President Enrique Peña Nieto laid out his own agenda for relations with the United States on January 11.

From a U.S. presidential candidate’s controversial visit to Mexico City in August 2016 to the Central Bank’s attempts to stop the free fall of the peso, Mexico has been trying to figure out how to prepare itself for a Trump presidency. In fact, it’s been a veritable round of “he said/he said,” as Donald Trump repeatedly insists that Mexico will pay for a border wall and President Enrique Peña Nieto repeatedly insists that it won’t.

The same thing happened again on January 11, during Trump’s first—and possibly his only—press conference as U.S. president-elect, when he said, “Mexico in some form, and there are many different forms, will reimburse us…for the cost of the wall.”

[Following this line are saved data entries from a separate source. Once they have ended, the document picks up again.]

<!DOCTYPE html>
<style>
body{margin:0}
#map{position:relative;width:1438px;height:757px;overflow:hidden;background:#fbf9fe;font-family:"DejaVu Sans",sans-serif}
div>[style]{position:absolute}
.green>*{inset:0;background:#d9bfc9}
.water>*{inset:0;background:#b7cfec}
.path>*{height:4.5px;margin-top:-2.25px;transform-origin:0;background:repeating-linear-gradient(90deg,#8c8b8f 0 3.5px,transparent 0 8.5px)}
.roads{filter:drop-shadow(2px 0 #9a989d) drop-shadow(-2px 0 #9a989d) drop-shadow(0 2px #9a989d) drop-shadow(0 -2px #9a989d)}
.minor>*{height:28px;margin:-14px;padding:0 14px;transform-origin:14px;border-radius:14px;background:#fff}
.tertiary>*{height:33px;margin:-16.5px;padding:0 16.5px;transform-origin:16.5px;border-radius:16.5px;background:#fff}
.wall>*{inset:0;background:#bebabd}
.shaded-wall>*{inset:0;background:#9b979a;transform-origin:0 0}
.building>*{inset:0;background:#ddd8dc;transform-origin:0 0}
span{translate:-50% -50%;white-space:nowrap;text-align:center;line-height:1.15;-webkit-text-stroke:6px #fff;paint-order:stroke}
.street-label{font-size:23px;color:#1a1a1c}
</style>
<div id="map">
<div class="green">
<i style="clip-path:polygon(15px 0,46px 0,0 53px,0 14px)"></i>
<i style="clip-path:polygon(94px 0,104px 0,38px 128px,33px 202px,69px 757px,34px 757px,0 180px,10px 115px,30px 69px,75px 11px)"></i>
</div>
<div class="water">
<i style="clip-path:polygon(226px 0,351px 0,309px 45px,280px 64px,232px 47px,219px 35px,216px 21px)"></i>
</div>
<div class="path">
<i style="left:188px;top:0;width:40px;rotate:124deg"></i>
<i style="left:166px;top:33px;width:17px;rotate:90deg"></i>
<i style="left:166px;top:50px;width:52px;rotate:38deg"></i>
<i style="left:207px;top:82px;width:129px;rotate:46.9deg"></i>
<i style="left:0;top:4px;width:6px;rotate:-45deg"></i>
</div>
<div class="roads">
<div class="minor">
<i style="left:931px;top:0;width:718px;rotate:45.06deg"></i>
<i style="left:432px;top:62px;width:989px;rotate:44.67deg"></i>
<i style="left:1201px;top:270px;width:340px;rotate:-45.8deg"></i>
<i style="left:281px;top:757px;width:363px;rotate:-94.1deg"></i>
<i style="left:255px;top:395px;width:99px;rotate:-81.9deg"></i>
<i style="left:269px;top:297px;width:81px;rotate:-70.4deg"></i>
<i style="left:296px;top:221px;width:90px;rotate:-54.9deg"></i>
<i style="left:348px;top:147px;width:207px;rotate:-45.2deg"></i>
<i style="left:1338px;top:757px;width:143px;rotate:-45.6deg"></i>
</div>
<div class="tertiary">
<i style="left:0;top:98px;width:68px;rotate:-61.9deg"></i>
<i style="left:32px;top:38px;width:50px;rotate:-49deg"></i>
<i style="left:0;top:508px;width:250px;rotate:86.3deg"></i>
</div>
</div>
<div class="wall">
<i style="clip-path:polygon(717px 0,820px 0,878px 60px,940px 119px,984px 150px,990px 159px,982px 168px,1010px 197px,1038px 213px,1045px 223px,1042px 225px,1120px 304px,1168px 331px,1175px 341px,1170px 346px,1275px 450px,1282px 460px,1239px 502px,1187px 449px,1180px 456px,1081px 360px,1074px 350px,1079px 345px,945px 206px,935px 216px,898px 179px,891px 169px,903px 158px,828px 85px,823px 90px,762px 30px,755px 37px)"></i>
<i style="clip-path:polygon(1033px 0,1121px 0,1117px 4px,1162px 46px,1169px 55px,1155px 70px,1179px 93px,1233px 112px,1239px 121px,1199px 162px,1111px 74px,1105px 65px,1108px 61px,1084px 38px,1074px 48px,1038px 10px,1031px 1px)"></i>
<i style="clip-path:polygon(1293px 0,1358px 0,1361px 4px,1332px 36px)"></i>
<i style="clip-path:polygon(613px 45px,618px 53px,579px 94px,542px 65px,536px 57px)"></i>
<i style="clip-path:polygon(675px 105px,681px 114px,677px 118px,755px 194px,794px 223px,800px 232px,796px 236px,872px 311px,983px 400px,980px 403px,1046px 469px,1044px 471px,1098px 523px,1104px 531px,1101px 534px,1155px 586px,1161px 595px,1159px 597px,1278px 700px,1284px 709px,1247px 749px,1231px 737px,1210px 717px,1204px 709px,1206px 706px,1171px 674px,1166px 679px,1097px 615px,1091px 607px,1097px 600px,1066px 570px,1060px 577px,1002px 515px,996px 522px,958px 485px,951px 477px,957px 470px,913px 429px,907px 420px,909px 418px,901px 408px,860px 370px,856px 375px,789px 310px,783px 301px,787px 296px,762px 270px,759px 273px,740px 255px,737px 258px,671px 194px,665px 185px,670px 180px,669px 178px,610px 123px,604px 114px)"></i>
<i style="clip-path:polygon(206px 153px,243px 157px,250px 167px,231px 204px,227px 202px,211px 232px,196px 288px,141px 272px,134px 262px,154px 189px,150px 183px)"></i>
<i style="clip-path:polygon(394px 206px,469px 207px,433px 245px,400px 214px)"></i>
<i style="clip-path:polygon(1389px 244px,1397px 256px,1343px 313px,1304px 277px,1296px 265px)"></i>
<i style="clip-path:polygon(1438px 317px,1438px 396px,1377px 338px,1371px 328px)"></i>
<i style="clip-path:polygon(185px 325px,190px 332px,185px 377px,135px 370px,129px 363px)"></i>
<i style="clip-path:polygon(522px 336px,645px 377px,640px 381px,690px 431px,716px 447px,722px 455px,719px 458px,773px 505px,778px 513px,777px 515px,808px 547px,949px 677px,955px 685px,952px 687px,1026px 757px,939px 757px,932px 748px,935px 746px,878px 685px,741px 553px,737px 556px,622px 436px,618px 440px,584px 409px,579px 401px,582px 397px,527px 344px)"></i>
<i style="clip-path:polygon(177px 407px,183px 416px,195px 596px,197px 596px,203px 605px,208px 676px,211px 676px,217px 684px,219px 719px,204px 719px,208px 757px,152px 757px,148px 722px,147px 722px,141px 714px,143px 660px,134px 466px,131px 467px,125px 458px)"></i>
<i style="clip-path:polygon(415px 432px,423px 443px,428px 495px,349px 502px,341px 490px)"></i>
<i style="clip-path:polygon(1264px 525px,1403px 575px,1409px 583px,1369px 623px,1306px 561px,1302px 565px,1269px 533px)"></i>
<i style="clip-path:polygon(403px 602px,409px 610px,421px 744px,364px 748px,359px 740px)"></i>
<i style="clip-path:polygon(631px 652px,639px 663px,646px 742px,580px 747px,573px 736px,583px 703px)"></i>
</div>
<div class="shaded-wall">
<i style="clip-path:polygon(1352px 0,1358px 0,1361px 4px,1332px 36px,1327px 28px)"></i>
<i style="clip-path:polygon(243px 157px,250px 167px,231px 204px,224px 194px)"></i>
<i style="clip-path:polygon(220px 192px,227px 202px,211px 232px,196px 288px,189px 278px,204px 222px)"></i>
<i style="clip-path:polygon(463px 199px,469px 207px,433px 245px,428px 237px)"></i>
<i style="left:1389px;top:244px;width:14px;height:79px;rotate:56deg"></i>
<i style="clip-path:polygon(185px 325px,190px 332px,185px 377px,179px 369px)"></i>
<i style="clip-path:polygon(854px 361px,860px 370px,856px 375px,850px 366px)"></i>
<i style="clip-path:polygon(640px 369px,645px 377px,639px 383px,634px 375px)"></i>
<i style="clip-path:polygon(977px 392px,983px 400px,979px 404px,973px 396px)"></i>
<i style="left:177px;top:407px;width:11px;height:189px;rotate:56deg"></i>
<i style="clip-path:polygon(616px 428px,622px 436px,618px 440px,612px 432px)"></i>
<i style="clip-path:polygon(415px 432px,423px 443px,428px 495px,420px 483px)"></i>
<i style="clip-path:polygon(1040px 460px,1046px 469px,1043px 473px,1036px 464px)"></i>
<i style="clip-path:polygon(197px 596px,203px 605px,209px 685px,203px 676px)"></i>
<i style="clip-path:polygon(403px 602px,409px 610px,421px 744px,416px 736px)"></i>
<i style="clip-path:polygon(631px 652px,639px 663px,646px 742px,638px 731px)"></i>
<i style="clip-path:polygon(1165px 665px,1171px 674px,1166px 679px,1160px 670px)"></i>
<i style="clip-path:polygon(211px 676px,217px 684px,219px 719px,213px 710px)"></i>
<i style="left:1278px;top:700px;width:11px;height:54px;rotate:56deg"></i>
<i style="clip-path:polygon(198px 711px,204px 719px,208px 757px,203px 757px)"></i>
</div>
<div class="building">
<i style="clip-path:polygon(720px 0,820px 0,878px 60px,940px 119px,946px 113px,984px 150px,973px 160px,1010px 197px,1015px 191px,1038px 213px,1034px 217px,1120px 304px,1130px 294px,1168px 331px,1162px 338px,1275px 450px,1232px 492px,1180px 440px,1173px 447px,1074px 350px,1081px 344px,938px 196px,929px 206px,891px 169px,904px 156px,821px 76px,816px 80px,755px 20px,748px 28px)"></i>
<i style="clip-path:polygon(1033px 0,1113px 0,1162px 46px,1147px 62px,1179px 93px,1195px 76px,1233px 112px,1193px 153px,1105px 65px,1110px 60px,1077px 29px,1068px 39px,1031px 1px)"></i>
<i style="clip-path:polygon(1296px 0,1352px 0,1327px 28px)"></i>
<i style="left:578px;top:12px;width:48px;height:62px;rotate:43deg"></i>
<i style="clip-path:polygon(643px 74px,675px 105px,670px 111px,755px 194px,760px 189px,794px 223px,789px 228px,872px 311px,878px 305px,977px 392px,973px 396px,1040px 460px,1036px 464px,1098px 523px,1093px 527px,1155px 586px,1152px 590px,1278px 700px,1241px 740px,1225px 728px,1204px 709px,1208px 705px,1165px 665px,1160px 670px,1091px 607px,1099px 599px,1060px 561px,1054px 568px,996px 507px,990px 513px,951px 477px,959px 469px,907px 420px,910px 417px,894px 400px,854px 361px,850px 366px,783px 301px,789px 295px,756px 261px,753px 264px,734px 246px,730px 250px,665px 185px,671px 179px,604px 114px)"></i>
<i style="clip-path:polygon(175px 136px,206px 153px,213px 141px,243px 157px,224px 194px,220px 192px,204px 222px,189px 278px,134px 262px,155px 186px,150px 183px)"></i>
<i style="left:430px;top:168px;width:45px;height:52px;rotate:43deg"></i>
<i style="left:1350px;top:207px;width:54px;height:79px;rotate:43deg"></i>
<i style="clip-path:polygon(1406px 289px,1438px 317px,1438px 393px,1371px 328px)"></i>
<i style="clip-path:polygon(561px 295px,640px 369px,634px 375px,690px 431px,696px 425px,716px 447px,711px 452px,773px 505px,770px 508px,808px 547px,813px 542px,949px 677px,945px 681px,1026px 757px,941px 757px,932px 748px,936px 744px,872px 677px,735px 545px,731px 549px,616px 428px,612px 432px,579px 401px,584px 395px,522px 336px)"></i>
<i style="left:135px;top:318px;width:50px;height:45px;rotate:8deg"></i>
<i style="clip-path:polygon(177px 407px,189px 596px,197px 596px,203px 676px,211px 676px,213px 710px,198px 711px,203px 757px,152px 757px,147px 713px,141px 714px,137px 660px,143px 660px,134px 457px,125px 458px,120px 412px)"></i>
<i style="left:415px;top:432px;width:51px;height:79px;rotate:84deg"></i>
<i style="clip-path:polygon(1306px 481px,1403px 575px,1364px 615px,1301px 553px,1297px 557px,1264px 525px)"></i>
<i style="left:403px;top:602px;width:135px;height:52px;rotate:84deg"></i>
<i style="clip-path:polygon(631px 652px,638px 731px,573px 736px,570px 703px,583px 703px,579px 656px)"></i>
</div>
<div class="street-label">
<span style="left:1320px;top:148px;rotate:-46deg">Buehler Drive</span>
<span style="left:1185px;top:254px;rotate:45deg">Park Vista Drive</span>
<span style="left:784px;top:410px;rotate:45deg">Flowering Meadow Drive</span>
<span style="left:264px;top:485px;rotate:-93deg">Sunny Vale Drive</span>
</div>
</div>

In remarks a few hours later, Peña Nieto said that Mexico will not do so, nor will it “accept anything that goes against our dignity as a country.” He went on to outline specific areas that he said would be a part of future negotiations with a Trump administration: arms trafficking, immigration, border infrastructure investment, remittances, and trade. 

These are the areas covered in Peña Nieto’s speech, as well as the issues underlying each one.

1. Stemming the flow of illicit weapons from the United States into Mexico

Lax gun-control laws in the U.S. Southwest lead to a relentless flow of illicit weapons into Mexico, fueling the country’s violent drug war. From 2009 to 2014, Mexico traced more than 73,500 illegal firearms—about 70 percent of those seized—back to the United States, per a 2016 U.S. Government Accountability Office report. Given Mexico’s more restrictive gun laws, Mexican officials have repeatedly called on Washington to help stop gun trafficking, and the government of former Mexican President Felipe Calderón went so far as to place a billboard made of crushed guns near the border proclaiming, “No more weapons.”

The 2004 expiration of the U.S. assault weapons ban is of particular concern for Mexico; one in five weapons seized at Mexican crime scenes is an assault weapon smuggled from the United States, according to a 2016 letter from U.S. Congressman Eliot L. Engel (D-NY).

2. Seeking a shared role in the flow of undocumented migrants

Trump made undocumented immigration and promises of mass deportations a central campaign point. However, Peña Nieto noted that his country faces the burden of being a crossing point for migrants from around the world trying to make it to the United States, citing as an example the presence of some 4,500 Haitian refugees currently in Mexico. Additionally, in the first seven months of 2016 alone, nearly 8,000 Africans and Asians presented themselves to Mexican immigration authorities—a rate nearly four times the figure for all of 2014.

In recent years, Mexico has also played a direct role, with U.S. backing, to stem the flow of Central Americans fleeing violence in their own countries and heading to the United States. Mexico deported roughly 150,000 migrants from El Salvador, Guatemala, and Honduras in 2015, which marks a 44 percent increase over the prior year, according to Pew Research.

3. Increased investment in border infrastructure and technology

Modernizing the U.S.-Mexico border has been a top priority of the bilateral High Level Economic Dialogue. While discussion of a border wall has much to do with security, billions of dollars worth of goods and millions of people cross the U.S.-Mexican border each year, despite often having to suffer through long wait times.

4. Maintaining the free flow of remittances

There’s plenty of speculation about how Trump could make good on his promise to make Mexico pay for—or reimburse U.S. taxpayers—for a wall, and one is whether he would seize or tax the money Mexican immigrants send home. While there are questions about how this could legally take place, it’s no idle threat given that Mexicans sent $25 billion home in 2015 and that remittances exceed the value of the country’s oil exports. In November, when Trump won the U.S. election, remittance rates to Mexico saw their biggest spike in over a decade, hitting $2.4 billion—almost 25 percent higher than a year earlier.

5. Securing commerce—and looking beyond the United States

Since the 1994 implementation of the North American Free Trade Agreement (NAFTA), bilateral U.S.-Mexico trade has more than quintupled. While Trump has threatened to pull the United States out of NAFTA, Mexican officials have said they would be open to modernizing, but not renegotiating, aspects of it. In Wednesday’s speech, Peña Nieto not only called for securing investment and trade with Canada and the United States, but also alluded to Trump’s Twitter threats of automakers with U.S. investments, saying, “We reject any intent to influence investment decisions through fear or threats.”

The president also suggested that Mexico, which sends roughly 80 percent of its exports to the United States, would look to deepen trade relations with other countries, including Latin American economies such as Argentina and Brazil, by forging ties with Asia via the G20 and Pacific Alliance, and by prioritizing a trade deal with the European Union.